Катенька очнулась, тоже стоит у крыльца вместе с Ефимией Михайловной и про комбата своего спрашивает.
— Шел капитан. В цепи шел, видал его. Красиво шагал, а потом меня трахнуло… Не знаю, что дальше… — ответил один боец ей.
И другие тоже вразумительного ничего ответить не могли — видали, шел в цепи, а что дальше, никто не знает.
Наша артиллерия замолкла, теперь только немцы шпарят. Бьют по лесу непрестанно. И непонятно — вошли ли наши в Овсянниково… или опять захлебнулось наше наступление. Раненые говорили, что пока идет бой и близко уж подобрались.

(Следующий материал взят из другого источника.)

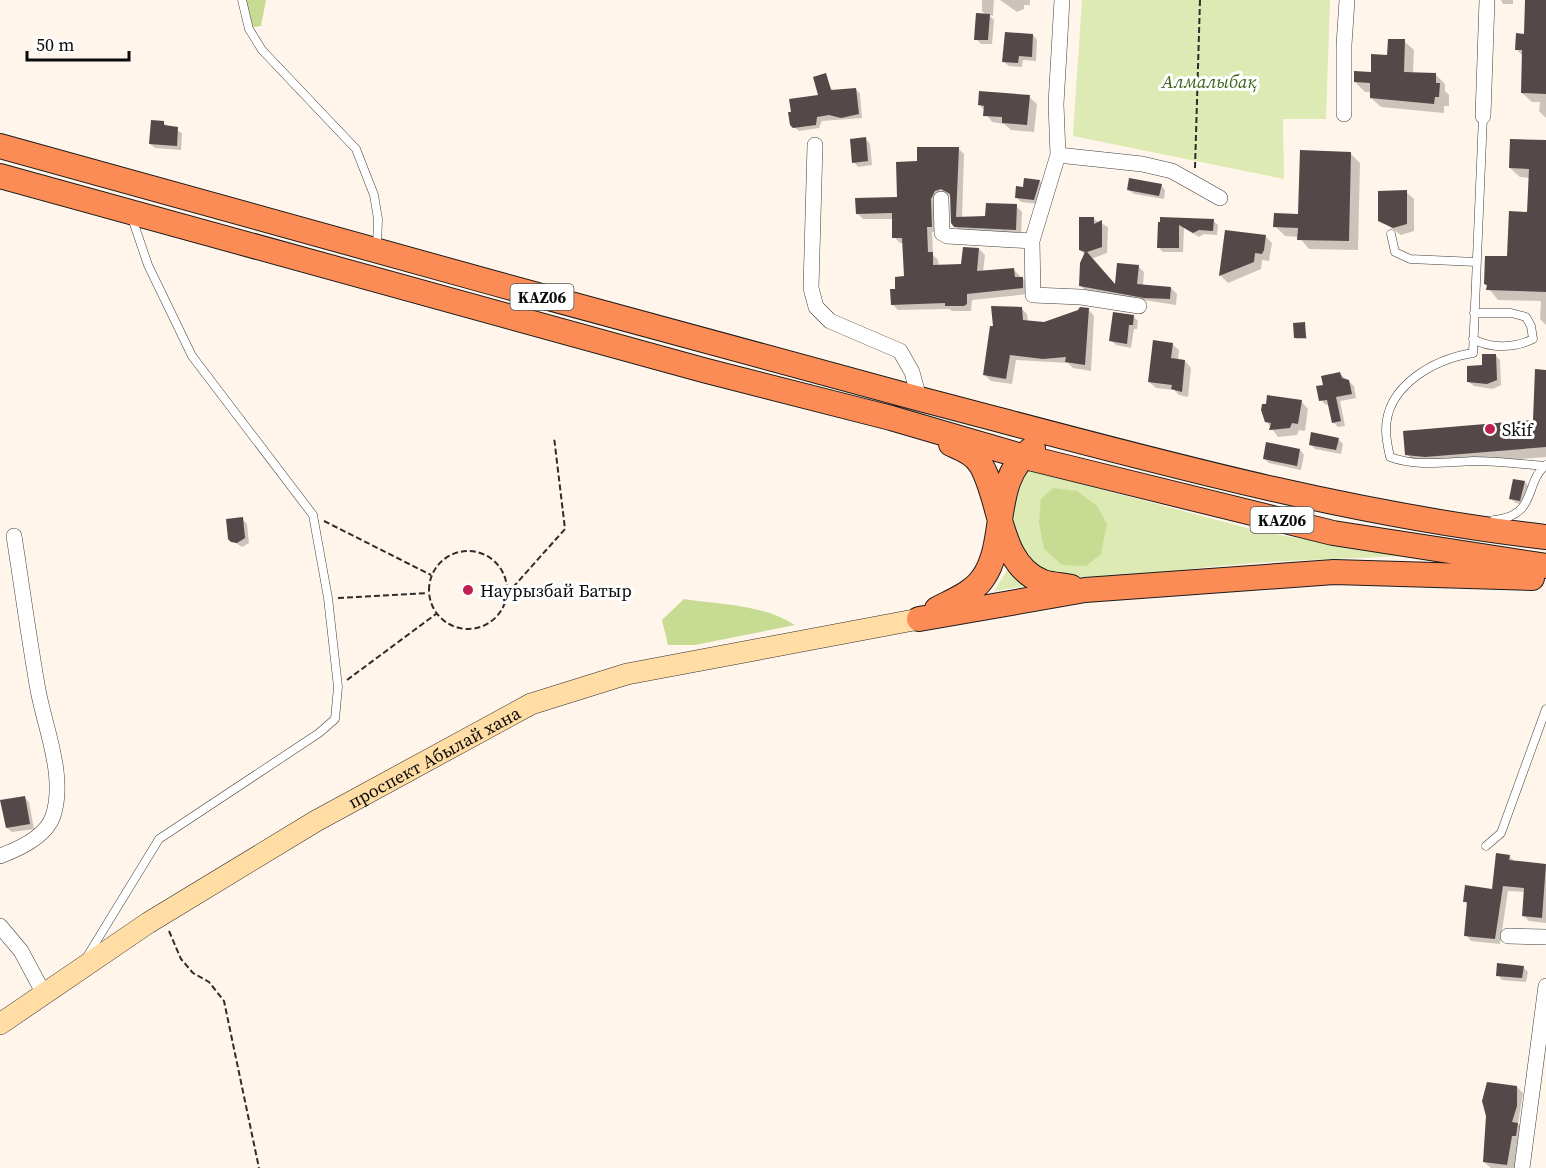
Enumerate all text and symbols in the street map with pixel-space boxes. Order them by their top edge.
scale bar [27,24,129,62]
text: 50 m [36,32,74,57]
park label: Алмалыбақ [1161,69,1257,94]
road number: KАZ06 [510,284,574,310]
place label: Skif [1502,417,1534,442]
marker: Skif [1483,422,1497,436]
road number: KАZ06 [1250,507,1314,533]
place label: Наурызбай Батыр [480,578,632,603]
marker: Наурызбай Батыр [461,583,475,597]
street label: проспект Абылай хана [343,699,525,814]

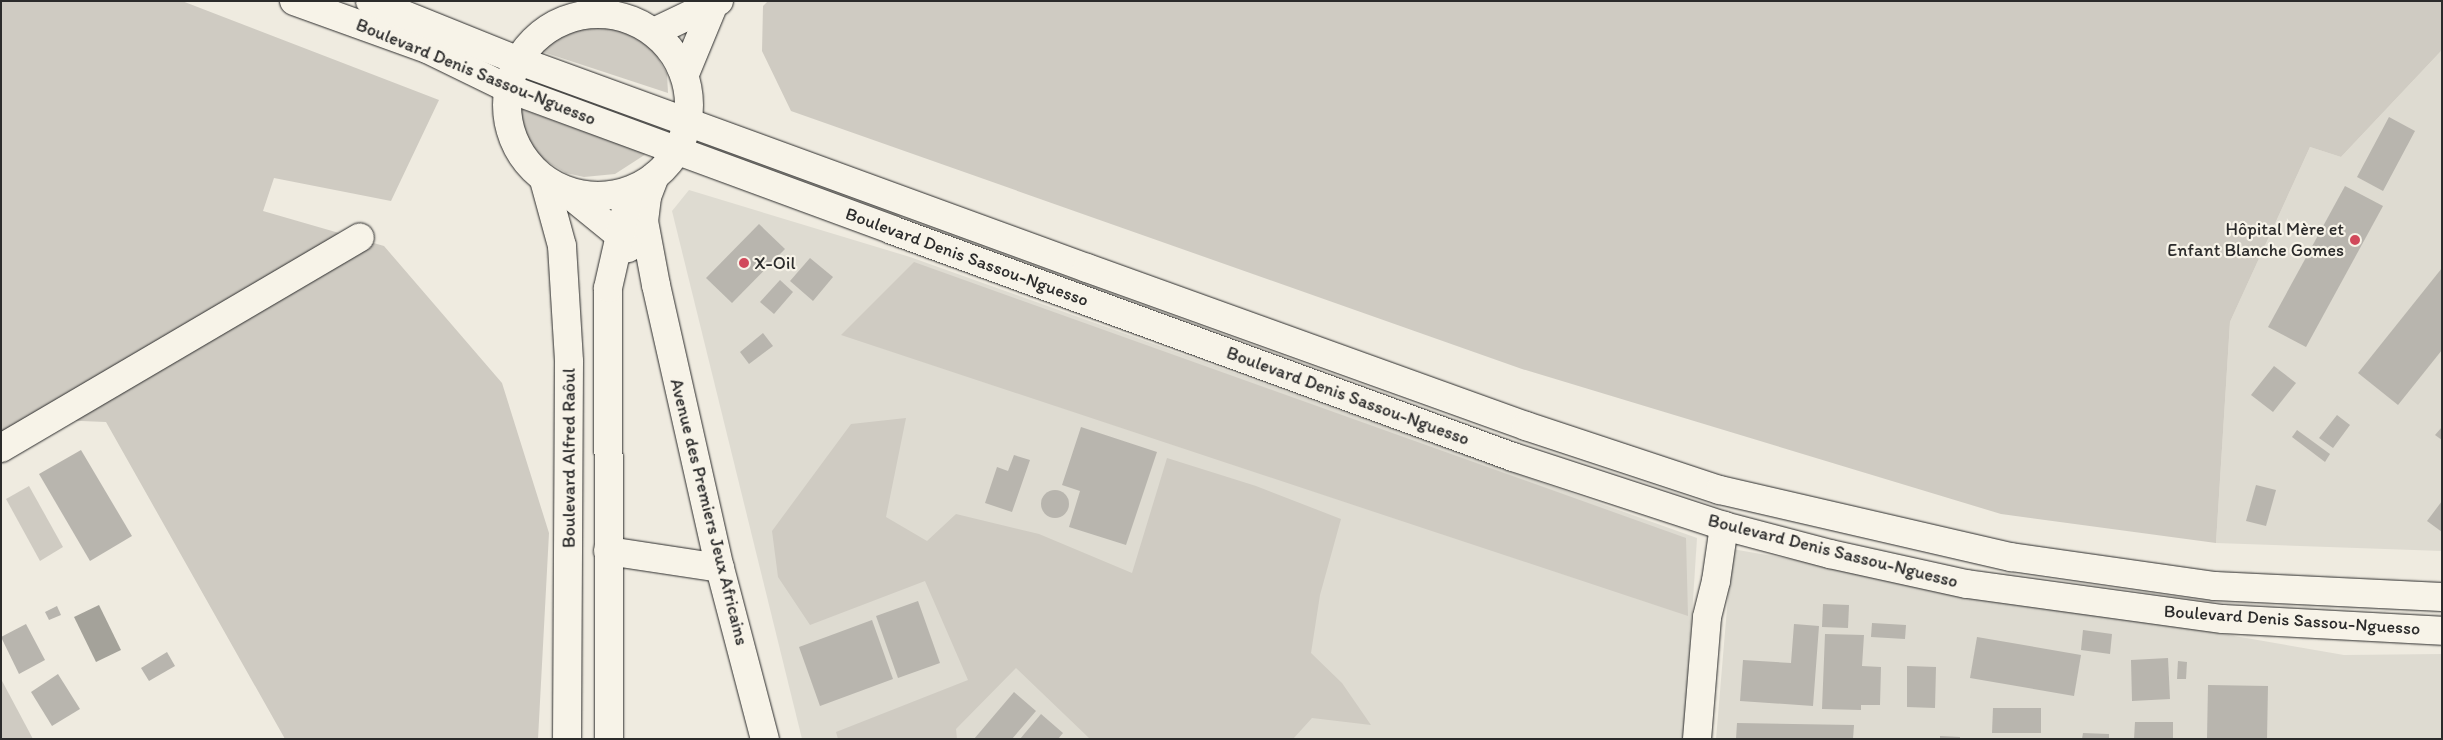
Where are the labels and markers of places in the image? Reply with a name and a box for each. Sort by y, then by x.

Тяжело раненных перевязывали, раны обрабатывали и — кого можно — на подводу и в Бахмутово. Вместе с подводами и некоторые легко раненные уходили. Если б не так — набралось бы уже их не меньше сотни. В избе не продохнуть уже. И страшно — как бы немцы Черново не стали обстреливать, добить тогда раненых могут. Раненые это понимали, с нетерпением ждали, когда подводы за ними придут, глаза у всех такие — лучше не смотреть.
Но все же хотела бы Ефимия Михайловна видеть среди них своего Ваню. Знала бы, что и как. А так — неведомо ничего.
И вот затих бой… Уже редко так, то в одном, то в другом месте, громыхнет разрыв… Но на душе не легче стало. Наоборот, тишина эта мертвая давила грудь страшным предчувствием — не выдюжил ее Ваня этот бой, лежит на овсянниковском поле неживой.
Через час или более ворвался в избу комбатов связной — здесь Катя? Увидел ее и крикнул в темень:
— Здесь она, товарищ капитан!
А Катя на глазах живела, румянец пробился, из глаз словно лучи засияли.
Вошел капитан. Рот перекривленный, лицо исцарапано, шинель в глине измазана, глаза сумасшедшие. Катя к нему бросилась, словно полетела, но он отстранил ее, отцепил флягу с пояса, поднес ко рту и пил из горлышка долго-долго…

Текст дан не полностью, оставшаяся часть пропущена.